What to work on:
Every entry is to be printed again precisely as given.

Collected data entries
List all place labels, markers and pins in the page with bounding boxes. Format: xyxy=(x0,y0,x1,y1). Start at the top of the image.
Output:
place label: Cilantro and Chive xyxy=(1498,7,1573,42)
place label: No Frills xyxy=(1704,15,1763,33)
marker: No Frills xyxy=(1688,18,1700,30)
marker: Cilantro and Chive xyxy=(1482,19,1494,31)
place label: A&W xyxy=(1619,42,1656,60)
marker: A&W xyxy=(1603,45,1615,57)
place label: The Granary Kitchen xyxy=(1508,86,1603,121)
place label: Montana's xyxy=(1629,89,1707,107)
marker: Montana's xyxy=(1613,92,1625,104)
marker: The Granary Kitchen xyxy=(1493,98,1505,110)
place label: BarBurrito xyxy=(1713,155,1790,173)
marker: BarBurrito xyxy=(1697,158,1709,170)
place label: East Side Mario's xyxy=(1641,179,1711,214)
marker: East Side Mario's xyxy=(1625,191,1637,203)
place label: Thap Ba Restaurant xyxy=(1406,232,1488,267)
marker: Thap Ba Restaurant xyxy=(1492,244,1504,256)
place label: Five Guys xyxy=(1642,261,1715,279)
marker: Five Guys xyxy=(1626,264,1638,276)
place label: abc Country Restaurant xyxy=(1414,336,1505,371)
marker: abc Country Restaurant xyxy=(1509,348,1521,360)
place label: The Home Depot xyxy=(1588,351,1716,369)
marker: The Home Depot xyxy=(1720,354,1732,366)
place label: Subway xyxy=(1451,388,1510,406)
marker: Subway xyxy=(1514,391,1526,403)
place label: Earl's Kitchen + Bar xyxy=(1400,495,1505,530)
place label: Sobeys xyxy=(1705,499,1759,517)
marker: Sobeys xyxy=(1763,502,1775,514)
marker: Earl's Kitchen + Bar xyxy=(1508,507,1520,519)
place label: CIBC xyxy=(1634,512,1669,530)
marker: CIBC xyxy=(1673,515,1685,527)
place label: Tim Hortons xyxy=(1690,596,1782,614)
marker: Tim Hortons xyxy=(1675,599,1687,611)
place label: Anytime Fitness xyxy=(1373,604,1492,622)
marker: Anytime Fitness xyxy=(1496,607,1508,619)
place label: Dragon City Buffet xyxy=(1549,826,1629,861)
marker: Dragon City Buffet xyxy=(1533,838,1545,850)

Output of the exercise:
List all place labels, markers and pins in the page with bounding boxes. Format: xyxy=(x0,y0,x1,y1). Start at the top of the image.
Output:
place label: Cilantro and Chive xyxy=(1498,7,1573,42)
place label: No Frills xyxy=(1704,15,1763,33)
marker: No Frills xyxy=(1688,18,1700,30)
marker: Cilantro and Chive xyxy=(1482,19,1494,31)
place label: A&W xyxy=(1619,42,1656,60)
marker: A&W xyxy=(1603,45,1615,57)
place label: The Granary Kitchen xyxy=(1508,86,1603,121)
place label: Montana's xyxy=(1629,89,1707,107)
marker: Montana's xyxy=(1613,92,1625,104)
marker: The Granary Kitchen xyxy=(1493,98,1505,110)
place label: BarBurrito xyxy=(1713,155,1790,173)
marker: BarBurrito xyxy=(1697,158,1709,170)
place label: East Side Mario's xyxy=(1641,179,1711,214)
marker: East Side Mario's xyxy=(1625,191,1637,203)
place label: Thap Ba Restaurant xyxy=(1406,232,1488,267)
marker: Thap Ba Restaurant xyxy=(1492,244,1504,256)
place label: Five Guys xyxy=(1642,261,1715,279)
marker: Five Guys xyxy=(1626,264,1638,276)
place label: abc Country Restaurant xyxy=(1414,336,1505,371)
marker: abc Country Restaurant xyxy=(1509,348,1521,360)
place label: The Home Depot xyxy=(1588,351,1716,369)
marker: The Home Depot xyxy=(1720,354,1732,366)
place label: Subway xyxy=(1451,388,1510,406)
marker: Subway xyxy=(1514,391,1526,403)
place label: Earl's Kitchen + Bar xyxy=(1400,495,1505,530)
place label: Sobeys xyxy=(1705,499,1759,517)
marker: Sobeys xyxy=(1763,502,1775,514)
marker: Earl's Kitchen + Bar xyxy=(1508,507,1520,519)
place label: CIBC xyxy=(1634,512,1669,530)
marker: CIBC xyxy=(1673,515,1685,527)
place label: Tim Hortons xyxy=(1690,596,1782,614)
marker: Tim Hortons xyxy=(1675,599,1687,611)
place label: Anytime Fitness xyxy=(1373,604,1492,622)
marker: Anytime Fitness xyxy=(1496,607,1508,619)
place label: Dragon City Buffet xyxy=(1549,826,1629,861)
marker: Dragon City Buffet xyxy=(1533,838,1545,850)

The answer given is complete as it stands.